Stop after the line containing "Map reading. Give": print each line exactly from the first line of the listing up to that point.

### WORKING DATA ###

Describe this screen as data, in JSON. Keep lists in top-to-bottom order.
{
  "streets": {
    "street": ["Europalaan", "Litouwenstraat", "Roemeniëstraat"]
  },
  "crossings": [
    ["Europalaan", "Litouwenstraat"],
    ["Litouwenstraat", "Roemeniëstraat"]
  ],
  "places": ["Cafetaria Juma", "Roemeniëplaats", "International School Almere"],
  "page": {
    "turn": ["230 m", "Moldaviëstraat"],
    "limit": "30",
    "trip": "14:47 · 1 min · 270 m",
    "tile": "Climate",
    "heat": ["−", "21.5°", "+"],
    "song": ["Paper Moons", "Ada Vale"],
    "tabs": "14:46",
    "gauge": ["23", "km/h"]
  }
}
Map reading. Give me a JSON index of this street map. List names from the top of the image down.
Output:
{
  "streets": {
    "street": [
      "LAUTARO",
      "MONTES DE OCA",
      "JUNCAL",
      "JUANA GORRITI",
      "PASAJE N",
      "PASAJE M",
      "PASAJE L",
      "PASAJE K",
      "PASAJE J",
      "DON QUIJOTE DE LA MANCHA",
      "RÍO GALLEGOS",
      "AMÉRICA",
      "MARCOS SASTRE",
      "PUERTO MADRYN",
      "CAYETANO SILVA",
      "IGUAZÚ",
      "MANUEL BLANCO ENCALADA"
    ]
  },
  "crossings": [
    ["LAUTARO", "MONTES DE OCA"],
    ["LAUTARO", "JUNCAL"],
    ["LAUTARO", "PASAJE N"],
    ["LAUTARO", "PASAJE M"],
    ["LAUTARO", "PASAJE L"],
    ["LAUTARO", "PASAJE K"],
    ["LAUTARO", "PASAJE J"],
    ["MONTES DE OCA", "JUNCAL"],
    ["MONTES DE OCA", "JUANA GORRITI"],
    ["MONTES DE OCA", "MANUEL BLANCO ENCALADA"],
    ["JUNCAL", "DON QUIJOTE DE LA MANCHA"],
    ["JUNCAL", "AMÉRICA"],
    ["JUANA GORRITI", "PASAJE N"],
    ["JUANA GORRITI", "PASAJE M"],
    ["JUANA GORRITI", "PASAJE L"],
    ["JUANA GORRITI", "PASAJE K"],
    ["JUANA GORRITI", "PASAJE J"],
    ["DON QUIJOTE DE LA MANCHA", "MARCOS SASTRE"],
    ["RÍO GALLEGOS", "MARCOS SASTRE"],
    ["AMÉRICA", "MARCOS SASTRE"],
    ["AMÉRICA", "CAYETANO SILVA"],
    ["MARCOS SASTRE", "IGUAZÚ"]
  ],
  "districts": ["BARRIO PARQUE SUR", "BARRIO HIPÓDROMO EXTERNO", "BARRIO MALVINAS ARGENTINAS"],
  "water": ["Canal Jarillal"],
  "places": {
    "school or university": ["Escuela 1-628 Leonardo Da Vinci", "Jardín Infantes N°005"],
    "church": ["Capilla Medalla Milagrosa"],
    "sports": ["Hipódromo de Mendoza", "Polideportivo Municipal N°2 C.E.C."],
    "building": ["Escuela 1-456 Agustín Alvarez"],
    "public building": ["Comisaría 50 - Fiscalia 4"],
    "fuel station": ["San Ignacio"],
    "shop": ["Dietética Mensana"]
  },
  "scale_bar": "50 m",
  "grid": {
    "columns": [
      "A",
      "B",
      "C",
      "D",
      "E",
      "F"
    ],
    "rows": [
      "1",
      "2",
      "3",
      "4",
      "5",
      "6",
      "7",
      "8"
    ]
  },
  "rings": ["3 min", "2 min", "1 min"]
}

###

§ **THE ANSWER**
Describe this screen as data, in JSON. Keep lists in top-to-bottom order.
{
  "streets": {
    "street": ["Europalaan", "Litouwenstraat", "Roemeniëstraat"]
  },
  "crossings": [
    ["Europalaan", "Litouwenstraat"],
    ["Litouwenstraat", "Roemeniëstraat"]
  ],
  "places": ["Cafetaria Juma", "Roemeniëplaats", "International School Almere"],
  "page": {
    "turn": ["230 m", "Moldaviëstraat"],
    "limit": "30",
    "trip": "14:47 · 1 min · 270 m",
    "tile": "Climate",
    "heat": ["−", "21.5°", "+"],
    "song": ["Paper Moons", "Ada Vale"],
    "tabs": "14:46",
    "gauge": ["23", "km/h"]
  }
}
Map reading. Give me a JSON index of this street map. List names from the top of the image down.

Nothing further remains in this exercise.